[Opening Input for this task section]
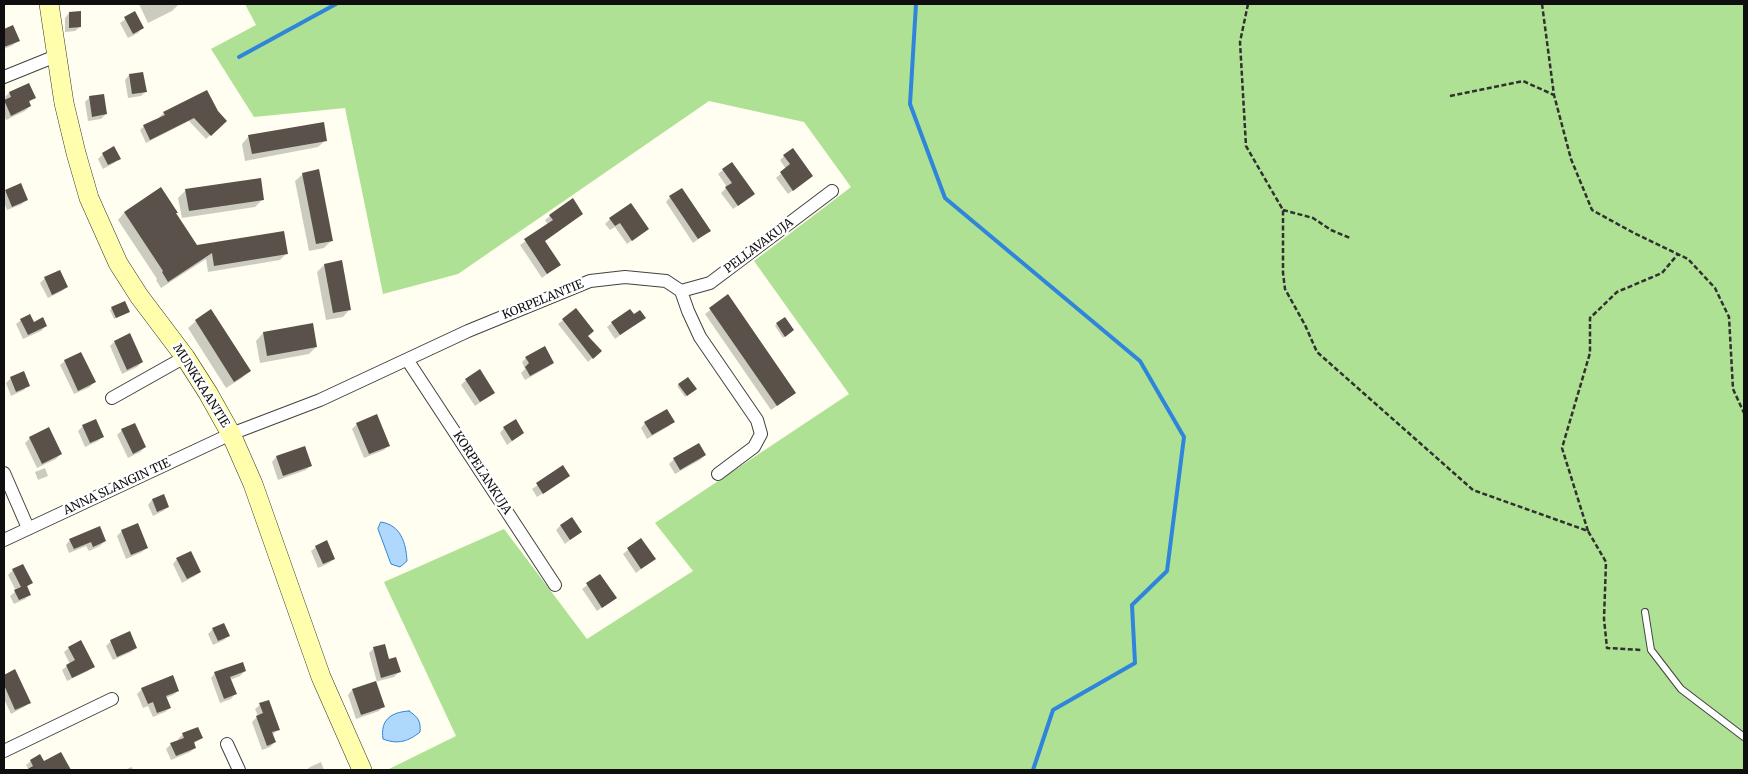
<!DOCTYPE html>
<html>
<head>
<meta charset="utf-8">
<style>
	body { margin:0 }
	#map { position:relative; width:1748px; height:774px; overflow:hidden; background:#fffef1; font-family:Merriweather,serif }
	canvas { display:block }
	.frame { position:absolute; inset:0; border:5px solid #0f0f0f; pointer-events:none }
</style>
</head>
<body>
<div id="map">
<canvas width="1748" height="774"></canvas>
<div class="frame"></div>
</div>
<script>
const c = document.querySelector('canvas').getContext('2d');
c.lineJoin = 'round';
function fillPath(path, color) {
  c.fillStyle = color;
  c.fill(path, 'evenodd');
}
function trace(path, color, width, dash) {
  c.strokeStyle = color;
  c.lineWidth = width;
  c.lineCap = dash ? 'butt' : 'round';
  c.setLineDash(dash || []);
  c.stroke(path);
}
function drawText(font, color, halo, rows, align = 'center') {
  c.font = font + ' Merriweather,serif';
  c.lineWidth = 5;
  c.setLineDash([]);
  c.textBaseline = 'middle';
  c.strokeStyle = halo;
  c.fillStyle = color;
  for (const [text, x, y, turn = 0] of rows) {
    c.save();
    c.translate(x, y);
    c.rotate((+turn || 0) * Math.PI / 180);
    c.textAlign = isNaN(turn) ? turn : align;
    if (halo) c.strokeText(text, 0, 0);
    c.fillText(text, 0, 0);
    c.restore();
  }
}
const forest = new Path2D(`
	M245,4H1744V770H387L456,736L384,582L504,529L587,639L693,571L655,523L849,394L754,261L851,187L804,122L709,101L458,274L383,294L345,108L254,117L211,49L256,25Z`);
const water = new Path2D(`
	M381,522C401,525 406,543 407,561L400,567L391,564L378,529Z
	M409,711C418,717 421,721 420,732C409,741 398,745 383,739C380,720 391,712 409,711Z`);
const shadow = new Path2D(`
	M139,4H179L172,11L148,23Z
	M69,13L80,27L75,31L65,32V18Z
	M134,13L142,28L138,33L128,38L120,23Z
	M13,27L18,41L13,45L4,49V30Z
	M129,75L146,91L141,96L128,98L125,80Z
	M9,93L34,98L28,103L30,106L25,111L6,120L4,114V102L6,101L5,97Z
	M90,97L106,114L101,119L88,121L85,102Z
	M217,111L225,121L206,139L189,121L146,143L140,130L144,126L160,119L159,117L164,113Z
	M249,136L326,140L318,147L245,161L242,144Z
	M103,154L119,158L114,163L103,169L98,159Z
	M784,156L807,180L788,194L776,178L786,169L780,160Z
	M723,170L748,198L733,209L721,193L727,187L718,174Z
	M303,174L332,240L324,248L309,251L295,181Z
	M161,189L177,212L175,214L196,246L286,254L280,260L208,272L206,259L161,288L156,280L157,279L118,220L124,213Z
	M186,190L263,199L255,207L182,218L178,198Z
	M6,191L26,200L22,204L7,210L4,202V193Z
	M670,197L704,235L693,243L666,202Z
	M582,214L544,241L559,265L542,278L520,245L548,225L545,220L550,216Z
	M610,219L647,229L627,244L615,227L610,230L605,224Z
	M324,265L350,309L343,317L326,320L317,272Z
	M45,278L67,287L62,291L48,298L40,283Z
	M728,296L795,393L771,410L705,314Z
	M112,308L128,312L114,319L110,310Z
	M576,310L587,336L600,351L588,362L558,324Z
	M211,311L249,371L242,378L226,388L188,328L196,321Z
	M633,316L644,318L615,339L607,327L612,323Z
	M21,320L33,323L46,326L41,331L23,339L16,324Z
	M777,324L791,332L783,338L775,326Z
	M263,333L316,347L309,354L260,363L256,341Z
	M114,342L142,362L137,367L122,374L110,346Z
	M526,358L553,362L548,367L525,380L521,373L525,369L522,362Z
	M65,361L94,382L90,387L74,394L60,365Z
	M23,373L28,385L24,390L11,396L6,383L10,379Z
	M466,380L494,393L475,406L461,385Z
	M679,385L693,391L685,397L677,386Z
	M673,421L669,426L647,439L641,428L645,423Z
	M357,424L389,445L384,450L364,458L352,429Z
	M83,426L103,436L98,441L85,447L78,431Z
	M504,428L523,433L507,445L500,433Z
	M122,430L145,447L140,452L128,458L117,435Z
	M30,438L61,454L56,459L37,468L25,443Z
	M699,445L705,455L700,460L675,474L669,464L674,459Z
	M276,457L310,466L306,470L278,480L272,462Z
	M563,467L564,480L537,497L532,489Z
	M45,468L48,476L38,480L35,472Z
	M163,495L168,507L163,511L153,516L148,505L152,500Z
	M137,525L147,547L142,552L126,559L117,536L121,532Z
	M560,526L580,532L565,544L556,530Z
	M641,539L654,559L636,573L623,554Z
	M70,540L105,541L100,546L89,551L86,546L69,553L66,545Z
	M316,547L334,559L329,563L318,568L311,551Z
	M177,559L200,572L195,576L182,583L173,564Z
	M13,570L31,583L26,588L29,595L25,599L14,604L10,596L16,591L8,575Z
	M600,575L615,598L597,611L582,589Z
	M213,629L228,636L224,640L213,645L208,634Z
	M111,641L136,647L131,652L113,660L106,646Z
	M384,645L388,660L399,672L394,677L375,682L383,706L379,711L356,719L348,695L352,690L377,682L369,653L373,649Z
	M69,648L93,666L88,671L67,681L62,670L70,664L64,652Z
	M14,671L29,703L24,707L11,714L4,699V676Z
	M245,671L240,676L230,680L235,694L231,699L220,703L211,678L215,673Z
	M142,689L178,691L173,695L166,698L170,708L165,712L153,717L148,706L143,708L137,694Z
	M260,705L279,729L272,735L275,742L270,747L262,750L252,722L258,716L255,709Z
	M183,734L202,738L193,744L195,748L190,752L171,760L166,749L171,744L179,741L178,739Z
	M60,753L69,770H29L26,765L31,761L43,763Z
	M321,762L324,770H306L310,767Z
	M132,767L133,770H124Z`);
const stream = new Path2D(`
	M916,4L910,104L945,198L1140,361L1184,437L1167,571L1132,605L1135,663L1053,710L1033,770
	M239,57L336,4`);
const building = new Path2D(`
	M81,11V27L69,28V12Z
	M135,11L144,28L133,34L124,17Z
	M13,25L20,41L4,47V29Z
	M143,72L147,92L132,94L129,74Z
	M29,83L36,98L29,101L31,106L11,116L4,100L11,97L9,92Z
	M207,90L218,111L227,121L211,136L194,118L150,140L143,125L165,115L163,112Z
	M104,94L107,114L92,117L89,96Z
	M324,122L327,141L252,154L248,135Z
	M114,146L121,159L108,165L102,153Z
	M793,148L813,176L793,191L780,172L790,164L783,155Z
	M732,162L755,194L738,206L725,187L732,183L722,169Z
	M319,169L333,241L316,244L302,173Z
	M261,178L264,200L189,211L185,189Z
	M21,183L28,200L12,207L5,190Z
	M161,187L178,213H176L197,245L284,231L288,254L214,266L212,253L168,282L162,272L163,271L124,212Z
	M682,188L711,231L698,239L669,196Z
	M573,198L583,214L545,241L561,265L547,274L524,239L553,220L549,215Z
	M631,203L649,229L632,241L620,223L615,226L609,218Z
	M342,260L351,310L333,313L324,264Z
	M60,270L68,287L52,295L44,277Z
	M728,294L796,393L777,406L709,308Z
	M125,301L130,312L116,318L111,307Z
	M576,308L594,331L588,336L602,351L593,359L562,319Z
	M211,309L251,371L234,382L195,320Z
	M630,309L634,314L640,310L646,318L620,335L611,322Z
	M30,314L34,322L43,317L47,326L28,335L20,319Z
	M785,317L794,330L785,337L776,323Z
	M313,323L317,347L267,356L263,332Z
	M130,333L143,362L127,370L114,341Z
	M545,346L554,363L530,376L525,367L529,363L525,357Z
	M81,352L96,382L78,391L64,360Z
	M480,369L495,393L480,402L465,379Z
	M24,371L30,386L16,392L10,377Z
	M688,377L697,389L687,396L678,384Z
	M667,409L675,422L652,435L644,422Z
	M377,414L390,446L369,454L356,423Z
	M96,419L104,437L90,443L82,425Z
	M516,419L524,433L512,441L503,427Z
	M135,423L146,447L133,454L121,429Z
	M49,427L62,454L42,464L29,437Z
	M699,443L706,455L680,470L673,458Z
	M305,446L312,466L283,476L276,456Z
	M563,465L570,476L543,494L536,483Z
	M164,494L169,507L157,512L152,499Z
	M572,517L582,532L570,540L560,525Z
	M138,523L148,548L131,555L121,530Z
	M100,526L106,541L93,547L91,542L74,549L69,539Z
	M641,538L656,559L641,569L627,548Z
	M327,540L335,559L323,564L315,546Z
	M191,551L201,572L187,579L176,558Z
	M23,564L33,583L27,586L31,595L19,600L14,590L21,587L12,569Z
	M600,574L617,598L602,608L586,583Z
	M224,623L230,636L218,641L212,628Z
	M130,631L137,648L117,657L110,640Z
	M81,640L95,667L72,678L66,665L75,660L68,647Z
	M385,644L389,659L396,657L401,672L381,678L373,647Z
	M243,662L246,671L230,677L237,694L224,699L214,672Z
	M15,669L31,703L15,710L4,685V675Z
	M173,675L179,691L166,696L171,708L157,713L153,702L148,704L141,688Z
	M376,681L385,707L361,715L352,689Z
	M269,700L280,730L272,732L276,742L267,746L256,716L263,713L259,703Z
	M198,727L203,738L194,742L196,748L176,756L170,743L184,738L182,733Z
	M61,752L71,770H26L33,766L30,760L40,754L44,761Z`);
const path = new Path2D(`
	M1248,4L1240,42L1246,146L1283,210V273L1285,289L1305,325L1317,352L1473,490L1588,531L1606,562L1604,619L1607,648L1642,650
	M1542,4L1554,95L1571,159L1592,210L1634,233L1688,259L1715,288L1729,317L1733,389L1744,413
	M1450,96L1523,81L1554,95
	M1283,210L1313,218L1331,230L1350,238
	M1588,531L1562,448L1590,353V318L1617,292L1662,273L1678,254`);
const lane = new Path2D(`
	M1645,612L1651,650L1681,689L1744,737`);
const street = new Path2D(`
	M4,77L56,56
	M681,291L710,283L832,191
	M408,361L555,585
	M112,398L185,357
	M4,473L28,528
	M4,540L231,434L320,400L468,331L590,281L625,277L666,281L681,291L688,311L700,337L757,420L761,434L754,447L718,474
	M227,744L239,770
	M4,751L112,699`);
const secondary = new Path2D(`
	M49,4L64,103L76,153L89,198L118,263L139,296L185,357L208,393L231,434L253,484L321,677L362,770`);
const streetNames = [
	["PELLAVAKUJA",759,246,-37],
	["KORPELANTIE",543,300,-22],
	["MUNKKAANTIE",201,386,58],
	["KORPELANKUJA",482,473,57],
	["ANNA SLANGIN TIE",117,487,-25]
];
fillPath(forest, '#aee193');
fillPath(water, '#b0d8fc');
trace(water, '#2f85db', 1);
fillPath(shadow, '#0003');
trace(stream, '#2f85db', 4);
fillPath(building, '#59514a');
trace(lane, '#424242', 8);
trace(street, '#424242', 14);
trace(secondary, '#313131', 20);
trace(path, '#313131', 2.5, [5, 2.5]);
trace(lane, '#fff', 6);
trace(street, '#fff', 12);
trace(secondary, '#fffeac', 19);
drawText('12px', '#0f0f0f', '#fff', streetNames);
</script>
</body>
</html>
[Closing Input for this task section]
Extract, from the material above, each line holding the word "color".

§ **Worked solution**:
function fillPath(path, color) {
  c.fillStyle = color;
function trace(path, color, width, dash) {
  c.strokeStyle = color;
function drawText(font, color, halo, rows, align = 'center') {
  c.fillStyle = color;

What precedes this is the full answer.